Le tribut à l’histoire
Ce point de vue fait l’objet d’un large consensus sur le continent africain. En septembre, le président sénégalais Macky Sall, président de l’Union africaine, s’est fait l’écho de l’appel à un règlement négocié, notant que l’Afrique souffrait des effets de l’inflation des prix des denrées alimentaires et des carburants induite par les sanctions, tout en étant entraînée dans le conflit que les États-Unis ont provoqué avec la Chine. « L’Afrique a payé un tribut suffisamment lourd à l’histoire et ne veut pas être le terreau d’une nouvelle guerre froide, mais plutôt un pôle de stabilité et d’opportunités ouvert à tous ses partenaires2 », a-t-il déclaré.
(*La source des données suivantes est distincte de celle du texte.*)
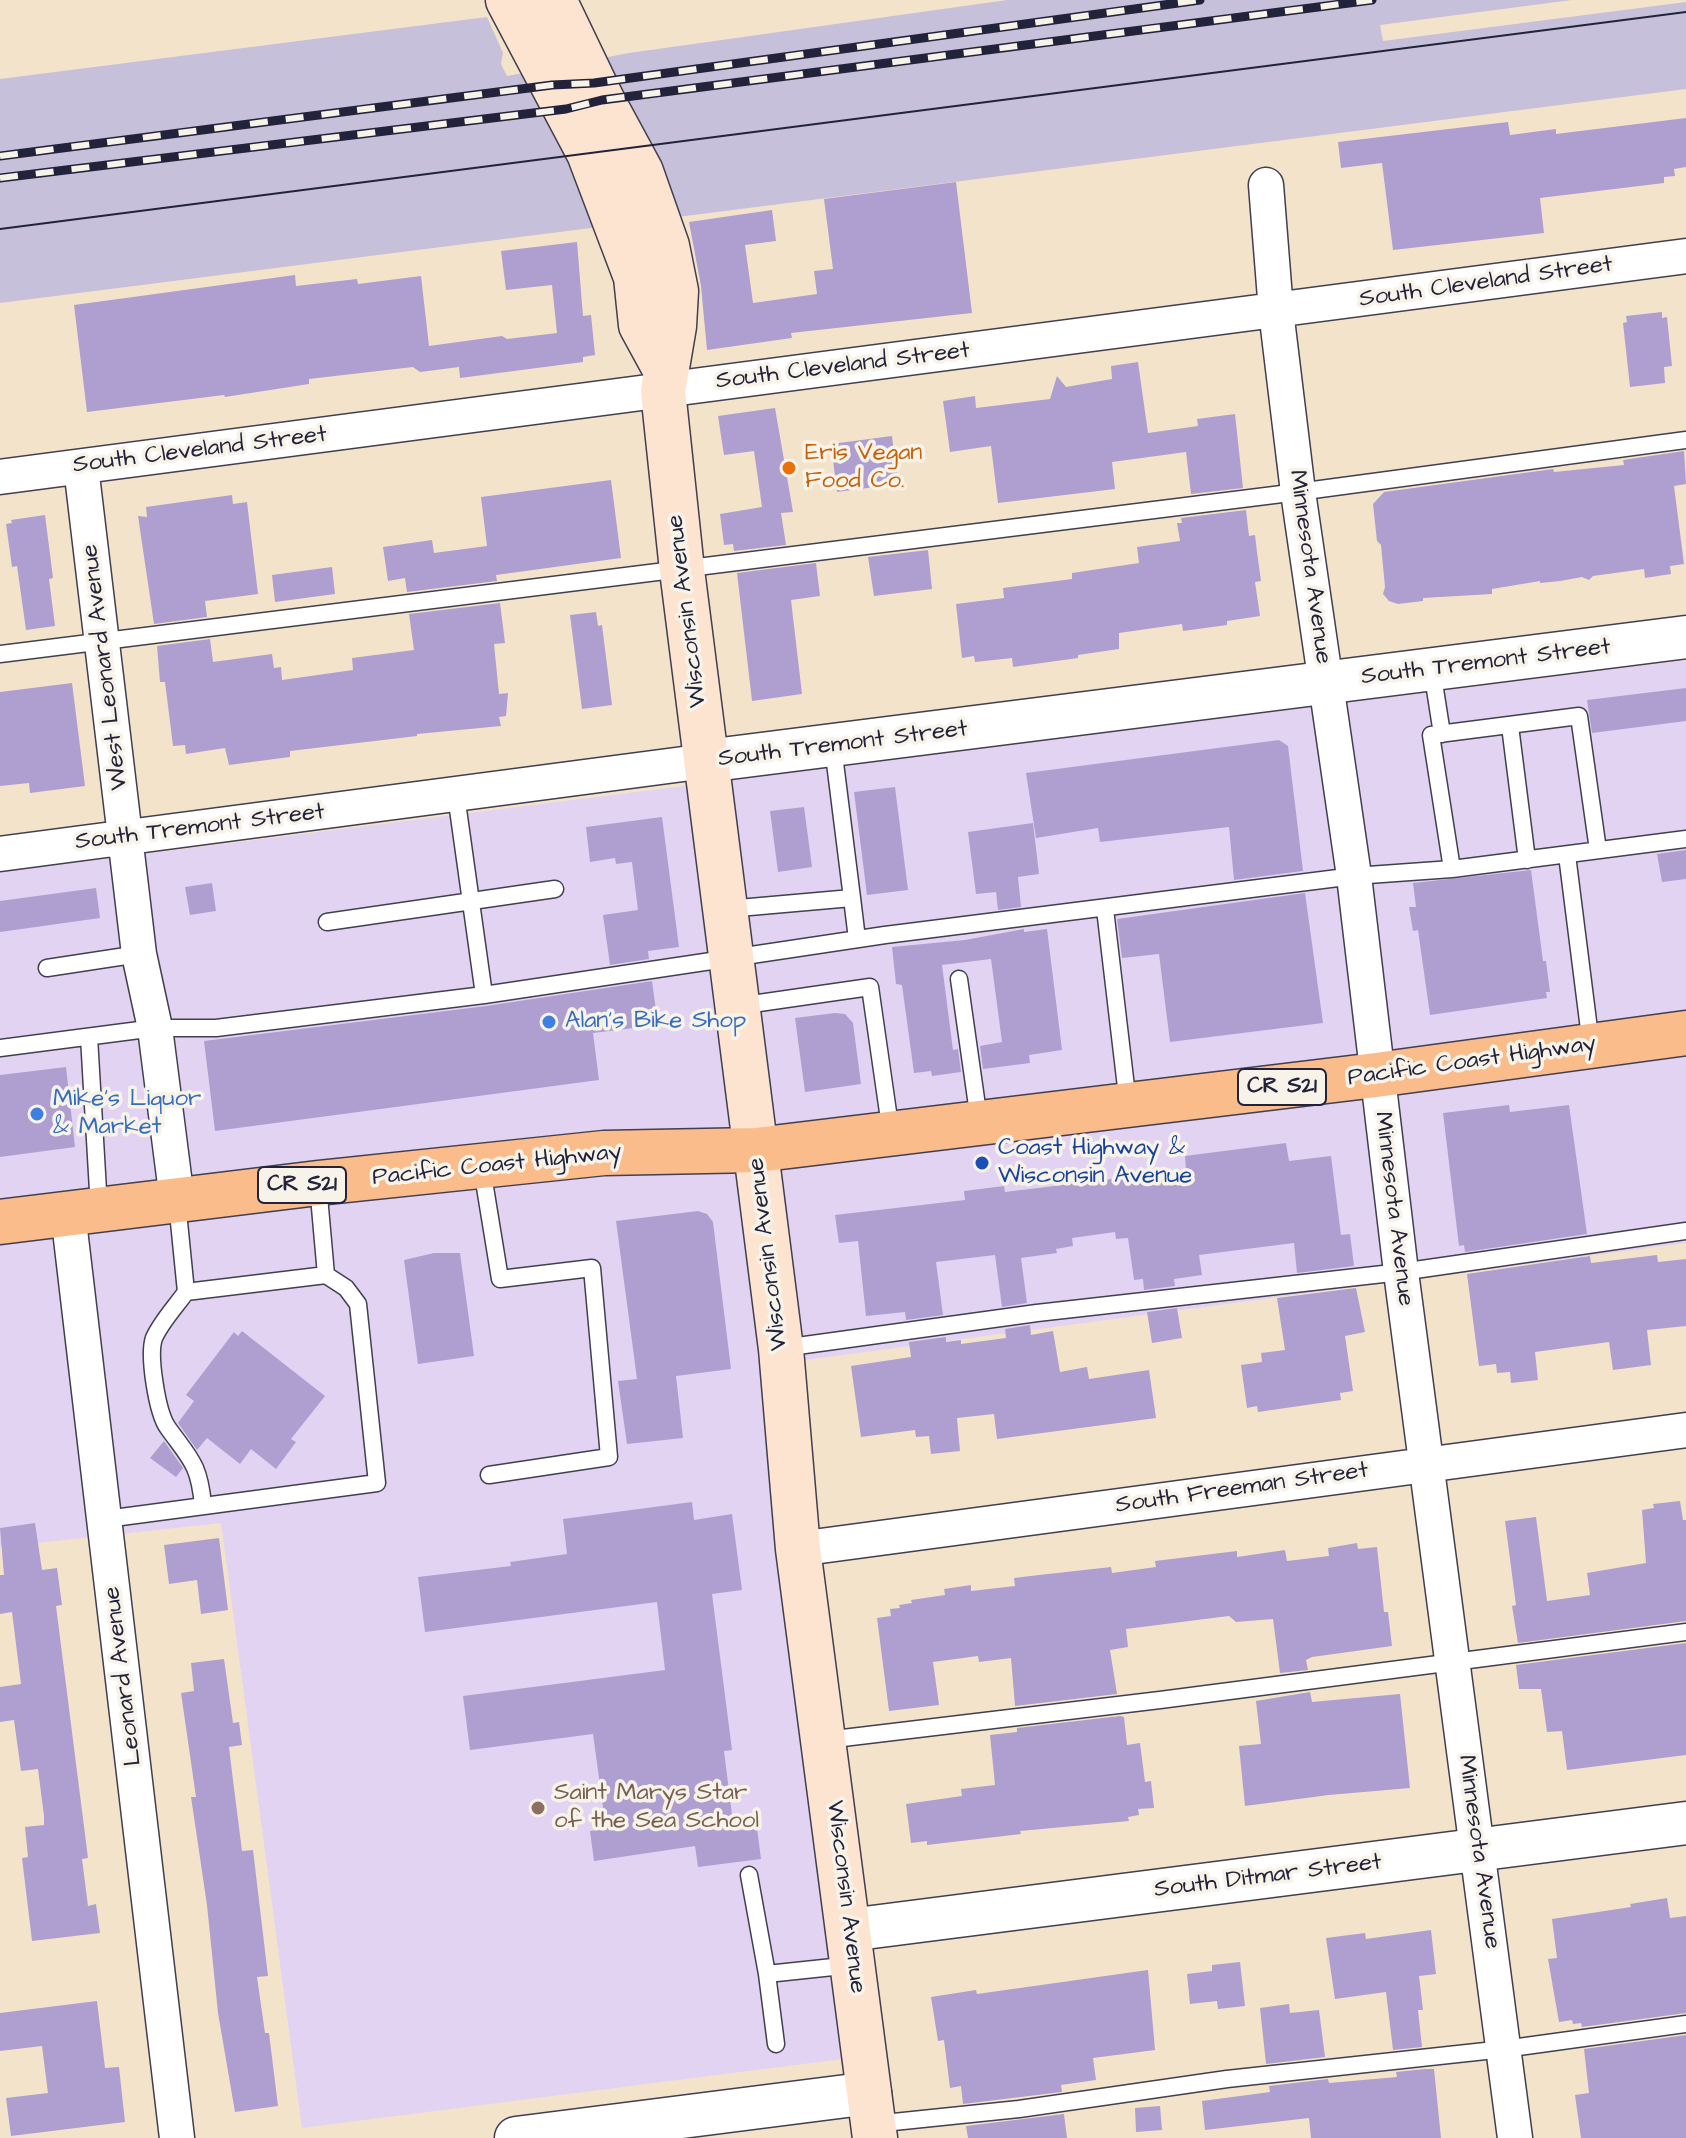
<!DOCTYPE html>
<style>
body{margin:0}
canvas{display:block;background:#f3e3ca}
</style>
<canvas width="1686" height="2138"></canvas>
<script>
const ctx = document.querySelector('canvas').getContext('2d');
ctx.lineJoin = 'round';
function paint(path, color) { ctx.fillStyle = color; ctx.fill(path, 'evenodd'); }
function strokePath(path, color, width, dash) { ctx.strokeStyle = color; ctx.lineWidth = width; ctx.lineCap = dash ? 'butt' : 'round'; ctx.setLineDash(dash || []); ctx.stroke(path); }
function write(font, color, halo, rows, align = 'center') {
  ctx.font = font + ' "Architects Daughter",sans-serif'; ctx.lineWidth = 7; ctx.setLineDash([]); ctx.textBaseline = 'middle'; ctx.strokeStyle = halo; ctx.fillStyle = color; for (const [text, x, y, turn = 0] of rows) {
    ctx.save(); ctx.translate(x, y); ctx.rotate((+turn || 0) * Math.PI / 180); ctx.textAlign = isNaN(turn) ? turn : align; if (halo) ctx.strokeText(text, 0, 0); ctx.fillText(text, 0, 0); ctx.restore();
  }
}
const built = new Path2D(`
 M1686 660V1243L760 1366 850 2058 302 2128 221 1523 0 1547V872Z`);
const industrial = new Path2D(`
 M1007 0H1572L1380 25 1383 41 1686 2V89L0 303V79L487 17 503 53 501 64 507 76 629 53Z`);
const building = new Path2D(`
 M1686 118V167L1674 169 1675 176 1664 177V183L1540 198 1544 233 1393 250 1382 163 1341 168 1338 142 1508 122 1510 135 1556 129V134Z
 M956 182 972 313 791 333 792 338 707 350 701 286 689 222 772 210 776 241 745 245 753 303 817 294 814 271 833 269 824 199Z
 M577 242 583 316 591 315 595 355 583 357V362L460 378 459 367 420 372 413 367 309 379V384L225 397 224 395 87 412 74 305 295 275 296 286 357 279 358 284 421 276 429 346 502 336 507 339 557 333 552 285 506 290 501 251Z
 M1662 312V318L1667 317 1672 366 1664 367 1665 383 1630 387 1623 323 1627 322 1626 316Z
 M1138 362 1148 433 1198 426 1197 419 1235 414 1243 488 1191 494 1186 452 1112 462 1115 489 998 503 991 446 950 452 943 401 975 396 976 408 1050 399 1057 376 1066 387 1112 379 1111 366Z
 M775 408 793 512 781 513 786 545 734 551 733 544 724 545 720 514 762 507 754 451 724 455 718 416Z
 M892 436 898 484 837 492 831 444Z
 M1684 451 1686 484 1674 486 1684 564 1670 566 1671 574 1645 578 1644 569 1593 576 1589 580 1582 577 1560 581 1540 583V581L1492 589V594L1423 598V601L1398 604 1389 601 1383 594 1385 587 1381 545 1377 541 1373 504 1384 492 1553 469 1554 472 1624 465 1623 460Z
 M611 480 621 558 496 575 497 581 407 592 405 578 388 581 383 547 432 540 434 553 487 546 481 497Z
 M232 495 233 504 247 502 258 594 205 601 207 617 154 624 138 516 147 517 146 507Z
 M1246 510 1249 536 1255 535 1257 552 1261 581 1255 582 1260 616 1227 621V625L1183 631 1182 624 1119 633V649L1078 655V658L1013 667 1012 658 975 662 974 656 962 658 956 604 1004 598 1003 588 1072 579V573L1139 563 1137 547 1180 541 1177 523H1182L1181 518Z
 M45 515 53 578 49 579 55 626 26 630 17 566 12 567 6 524 12 523 11 520Z
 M928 550 932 589 874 596 868 557Z
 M816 563 820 596 791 600 802 694 752 701 737 573Z
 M332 567 335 594 275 602 272 575Z
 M500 603 505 643 494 644 499 694 508 693 506 716 499 717 501 726 417 734V736L290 751V757L229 765 225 748 186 754 185 745 173 746 165 682H160L157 646 210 639 213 662 272 654 274 668 281 667 282 680 353 670 352 658 414 650 409 614Z
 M596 612 598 626 602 625 612 705 582 709 570 615Z
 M72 683 85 786 30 793 29 783 0 786V692Z
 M1686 688V721L1592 733 1587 700Z
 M1279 740 1288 746 1303 871 1234 880 1229 827 1100 842 1098 828 1036 838 1026 773Z
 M895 787 908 890 867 895 854 792Z
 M804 807 812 867 778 872 770 811Z
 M662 817 679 947 648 951 649 959 610 965 603 915 638 910 632 862 616 864 615 858 590 862 586 827Z
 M1033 823 1039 874 1018 877 1021 907 998 910 996 892 976 894 968 832Z
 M1686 850V879L1662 882 1657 854Z
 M1531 870 1543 961H1546L1550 992H1546L1547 998 1430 1015 1418 930 1413 931 1409 907H1416L1413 883Z
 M212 883 216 911 190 915 185 887Z
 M96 888 100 918 0 932V901Z
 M1305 893 1323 1023 1170 1042 1159 954 1122 958 1117 919Z
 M1024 929V932L1047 929 1062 1050 1029 1055 1030 1063 983 1069 980 1046 1002 1042 991 959 942 965 953 1050 958 1049 961 1072 932 1076 931 1071 914 1073 902 985 896 984 892 947 965 940Z
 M652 981 658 1025 593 1033 599 1080 215 1131 204 1041 486 1006Z
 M835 1013 845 1014 853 1023 861 1084 805 1092 795 1018Z
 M66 1067 75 1147 0 1157V1075Z
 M1509 1105 1510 1112 1569 1105 1587 1234 1465 1252 1464 1245 1459 1246 1443 1113Z
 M1286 1143 1289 1161 1331 1156 1341 1235 1350 1234 1354 1266 1297 1273 1294 1243 1199 1255 1202 1275 1174 1279 1175 1286 1144 1290 1143 1279 1134 1280 1128 1238 1116 1239 1115 1232 1072 1238 1073 1246 1056 1249 1057 1253 1021 1258 1027 1303 1002 1307 995 1255 936 1262 943 1315 906 1320 905 1312 866 1316 858 1241 839 1243 835 1215 965 1200 964 1191 1004 1186 1005 1192 1186 1170 1185 1156Z
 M698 1211 707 1214 713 1222 731 1369 676 1376 683 1438 627 1444 618 1381 637 1379 616 1221Z
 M434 1253H460L474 1356 418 1364 404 1260Z
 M1657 1255 1658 1262 1686 1259V1326L1647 1330 1651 1365 1613 1370 1609 1342 1535 1352 1538 1380 1511 1383 1510 1372 1497 1373 1496 1364 1479 1366 1467 1274 1590 1256 1591 1263Z
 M1356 1288 1365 1332 1345 1336 1353 1391 1340 1393 1341 1400 1258 1412 1257 1406 1247 1408 1241 1365 1262 1362 1261 1353 1285 1350 1277 1298Z
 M1177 1308 1182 1338 1152 1343 1147 1312Z
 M1030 1325 1031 1335 1053 1331 1060 1372 1087 1367 1089 1379 1149 1370 1156 1418 997 1439 994 1414 957 1418 960 1451 931 1454 929 1436 916 1437 915 1430 861 1437 851 1366 911 1357 909 1342 946 1337V1342L961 1340V1344L1006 1338 1005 1329Z
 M242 1331 325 1396 291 1439 296 1442 276 1469 251 1449 240 1464 207 1438 197 1450 178 1423 194 1401 186 1395 234 1332 238 1336Z
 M164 1441 183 1468 176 1477 150 1458Z
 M1680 1501 1683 1520H1686V1621L1518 1643 1512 1606 1516 1605 1505 1521 1536 1517 1547 1601 1590 1595 1587 1573 1646 1563 1642 1510 1654 1508 1653 1504Z
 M692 1502 694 1520 732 1514 742 1590 712 1594 732 1750 724 1751 734 1831 757 1828 761 1859 698 1867 695 1846 594 1861 590 1831 606 1829 593 1734 470 1750 463 1696 665 1670 657 1602 425 1632 418 1577 511 1566 510 1562 567 1554 563 1519Z
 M35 1523 42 1570 57 1568 62 1605 56 1606 88 1858 82 1859 88 1906 96 1904 100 1933 32 1941 22 1858 28 1857 25 1827 44 1825V1816L38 1769 21 1771 14 1720 0 1722V1687L21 1684 12 1612 0 1614V1575H4L0 1528Z
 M219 1538 228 1610 201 1614 197 1580 169 1584 164 1545Z
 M1357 1543 1358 1549 1377 1547 1384 1612H1388L1392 1646 1312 1657 1306 1660 1308 1670 1280 1673 1273 1619 1236 1622 1229 1616 1197 1620 1126 1629 1128 1647 1110 1650 1117 1694 1015 1706 1011 1658 979 1662 978 1656 933 1662 939 1705 889 1711 877 1618 891 1616 890 1609 900 1608 899 1605 912 1603 911 1600 945 1595 944 1589 971 1585V1591L1015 1586 1014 1578 1039 1575 1111 1567 1112 1573 1156 1567 1155 1561 1237 1551V1557L1285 1550 1287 1561 1329 1556 1328 1548Z
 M1686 1643V1755L1567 1770 1562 1731 1547 1732 1541 1689H1519L1516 1665Z
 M224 1659 233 1723 239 1722 242 1745 229 1747 232 1772 242 1851 253 1850 268 1976 257 1977 265 2033H269L278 2106 235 2112 218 2013 207 1905 191 1797H196L181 1693 194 1691 191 1663Z
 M1310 1692 1312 1702 1400 1694 1410 1788 1329 1795 1245 1806 1239 1746 1261 1744 1256 1701Z
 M1120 1716 1124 1717 1127 1745 1140 1743 1145 1782 1151 1781 1154 1808 1138 1809 1139 1815 1128 1817 1129 1821 1020 1831 1021 1834 927 1845V1841L911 1843 906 1804 962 1796 961 1789 995 1785 990 1735 1017 1732V1728Z
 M1667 1898 1670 1918 1686 1916V2013L1582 2027 1581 2023 1573 2024 1572 2020 1559 2022 1548 1959 1557 1958 1552 1919 1631 1907 1630 1904Z
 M1431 1930 1436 1974 1419 1976 1423 2010H1418L1422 2047 1393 2050 1386 1992 1335 1999 1326 1938 1365 1933 1366 1939Z
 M1240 1962 1245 2006 1218 2009 1217 2001 1190 2004 1187 1974 1212 1971V1965Z
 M1148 1970 1155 2050 1093 2058 1096 2080 1061 2085 1062 2092 963 2104 961 2086 950 2088 944 2040 938 2041 931 1997 976 1990 977 1994Z
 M97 2001 105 2068 119 2067 125 2122 11 2136 6 2098 48 2093 42 2046 0 2051V2013Z
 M1289 2004 1290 2013 1319 2010 1325 2057 1266 2064 1260 2008Z
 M1686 2035V2138H1581L1575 2095 1589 2093 1584 2049Z
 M1425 2069H1434L1441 2138H1311L1309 2118 1205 2130 1202 2101 1270 2092 1269 2086 1328 2079 1329 2083 1397 2077 1396 2072Z
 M1160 2106 1162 2130 1136 2132 1135 2108Z
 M1064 2114 1067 2138H968L966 2126Z`);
const service = new Path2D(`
 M0 654 1298 492 1686 440
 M1432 670 1442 734
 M1510 726 1527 860
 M456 795 484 995
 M1567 855 1591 1045
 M1452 869 1431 735 1579 716 1598 850
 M852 898 857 939
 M727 909 852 898 833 747
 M1105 909 1128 1104
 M327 922 555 889
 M47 968 139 954
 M959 979 979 1120
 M738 1006 870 987 891 1133
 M89 1037 99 1208
 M0 1048 155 1028H216L484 995 885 935 1354 876 1452 869 1686 839
 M482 1169 500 1279 592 1268 609 1457 489 1475
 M318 1185 326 1275
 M177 1202 186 1292C176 1306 161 1322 154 1338 148 1355 157 1413 168 1428 191 1460 199 1464 203 1505
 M783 1348 1037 1313 1401 1272 1686 1231
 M106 1519 377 1483 358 1304 346 1288 326 1275 186 1292
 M826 1740 1160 1700 1686 1632
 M749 1875 767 1974
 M776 2044 767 1974 852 1965
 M874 2124 1019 2109 1227 2079 1504 2049 1686 2024`);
const minor = new Path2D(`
 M1266 185 1276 311 1298 492 1354 876 1401 1272 1515 2138
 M81 467 139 954 155 1028 177 1200
 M0 477 1686 256
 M0 854 706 761
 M68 1213 177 2138
 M798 1549 1686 1430`);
const tertiary = new Path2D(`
 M706 761 1686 637
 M849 1930 1686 1823
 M516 2138 870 2093`);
const secondary = new Path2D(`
 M508 0 589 153 636 277 641 325 665 369
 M554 0 602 100 641 172 667 246 676 291 674 326 663 391 682 570 781 1349 798 1549 875 2138`);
const primary = new Path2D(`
 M0 1222 318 1183 604 1153 756 1150 1376 1075 1686 1033`);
const tram = new Path2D(`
 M0 229 1686 12`);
const rail = new Path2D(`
 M0 156 552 85 594 83 1200 0
 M0 178 566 109 602 100 1372 0`);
const markers = [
 [789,468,8,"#e8710a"],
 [549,1022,8,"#3f7fe0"],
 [37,1114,8,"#3f7fe0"],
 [982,1163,8,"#1a4fb4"],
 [538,1808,8,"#8d6e63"]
];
const shields = [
 [1282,1087,88],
 [302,1185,88]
];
const shieldNames = [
 ["CR S21",1282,1087],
 ["CR S21",302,1185]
];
const streetNames = [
 ["South Cleveland Street",1486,283,-8],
 ["South Cleveland Street",843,367,-7],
 ["South Cleveland Street",200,451,-7],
 ["Minnesota Avenue",1309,567,82],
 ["Wisconsin Avenue",688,611,-97],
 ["South Tremont Street",1486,663,-7],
 ["West Leonard Avenue",106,667,-97],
 ["South Tremont Street",843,745,-7],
 ["South Tremont Street",200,828,-7],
 ["Pacific Coast Highway",1472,1062,-8],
 ["Pacific Coast Highway",497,1166,-6],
 ["Minnesota Avenue",1393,1209,83],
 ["Wisconsin Avenue",769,1254,-97],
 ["South Freeman Street",1242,1489,-8],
 ["Leonard Avenue",124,1676,-97],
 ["Minnesota Avenue",1478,1852,82],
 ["South Ditmar Street",1268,1877,-7],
 ["Wisconsin Avenue",845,1897,83]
];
const foodNames = [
 ["Eris Vegan",805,454],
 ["Food Co.",805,482]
];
const shopNames = [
 ["Alan's Bike Shop",565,1022],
 ["Mike's Liquor",53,1100],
 ["& Market",53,1128]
];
const transitNames = [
 ["Coast Highway &",998,1149],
 ["Wisconsin Avenue",998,1177]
];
const educationNames = [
 ["Saint Marys Star",554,1794],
 ["of the Sea School",554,1822]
];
paint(built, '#e3d3f2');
paint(industrial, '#c6c0da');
paint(building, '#af9fd1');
strokePath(service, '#413f50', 19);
strokePath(minor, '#413f50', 37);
strokePath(tertiary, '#413f50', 45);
strokePath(secondary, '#413f50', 47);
strokePath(primary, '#413f50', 47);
strokePath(service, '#fff', 16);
strokePath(minor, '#fff', 34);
strokePath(tertiary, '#fff', 42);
strokePath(secondary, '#fde4d0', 44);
strokePath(primary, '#f9bc8a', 44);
strokePath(tram, '#22223b', 2);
strokePath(rail, '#22223b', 9);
strokePath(rail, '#f7f3e8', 6, [18]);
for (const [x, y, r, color] of markers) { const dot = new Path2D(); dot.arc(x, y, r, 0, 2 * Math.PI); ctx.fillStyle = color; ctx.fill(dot); strokePath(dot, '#f7f3e8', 3); }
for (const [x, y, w] of shields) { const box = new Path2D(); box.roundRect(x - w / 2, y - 18, w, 36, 6); ctx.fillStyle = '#f7f3e8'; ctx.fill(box); strokePath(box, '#22223b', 2); }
write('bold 22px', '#22223b', null, shieldNames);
write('24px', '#22223b', '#f7f3e8', streetNames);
write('24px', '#c56008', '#f7f3e8', foodNames, 'left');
write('24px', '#366cbe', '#f7f3e8', shopNames, 'left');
write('24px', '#164399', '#f7f3e8', transitNames, 'left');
write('24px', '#785e54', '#f7f3e8', educationNames, 'left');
</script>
Le « tribut à l’histoire » et ses emblèmes sont bien connus : les ravages causés par la traite transatlantique des esclaves, les horreurs du colonialisme, l’atrocité de l’apartheid et la création d’une crise permanente de la dette grâce à des structures financières néocoloniales, entre autres. Tout en enrichissant les nations européennes et en stimulant leurs progrès industriels, le colonialisme a réduit le continent africain à un rôle de fournisseur de matières premières et de consommateur de produits finis. Les conditions commerciales ont entraîné ses États dans une spirale d’endettement et de dépendance. Les tentatives de sortir de cette situation (Kwame Nkrumah au Ghana ou Thomas Sankara au Burkina Faso) se sont soldées par des coups d’État soutenus par l’Occident. Le développement technologique au nom du progrès social est devenu impossible. Ainsi, malgré d’immenses richesses naturelles et minérales et d’immenses capacités humaines, plus d’un tiers de la population africaine vit aujourd’hui en dessous du seuil de pauvreté, soit près de neuf fois plus que la moyenne mondiale. À la fin de 2022, la dette extérieure totale de l’Afrique subsaharienne atteignait le chiffre record de 789 milliards de dollars : c’est deux fois plus qu’il y a dix ans, et 60 % du produit intérieur brut du continent.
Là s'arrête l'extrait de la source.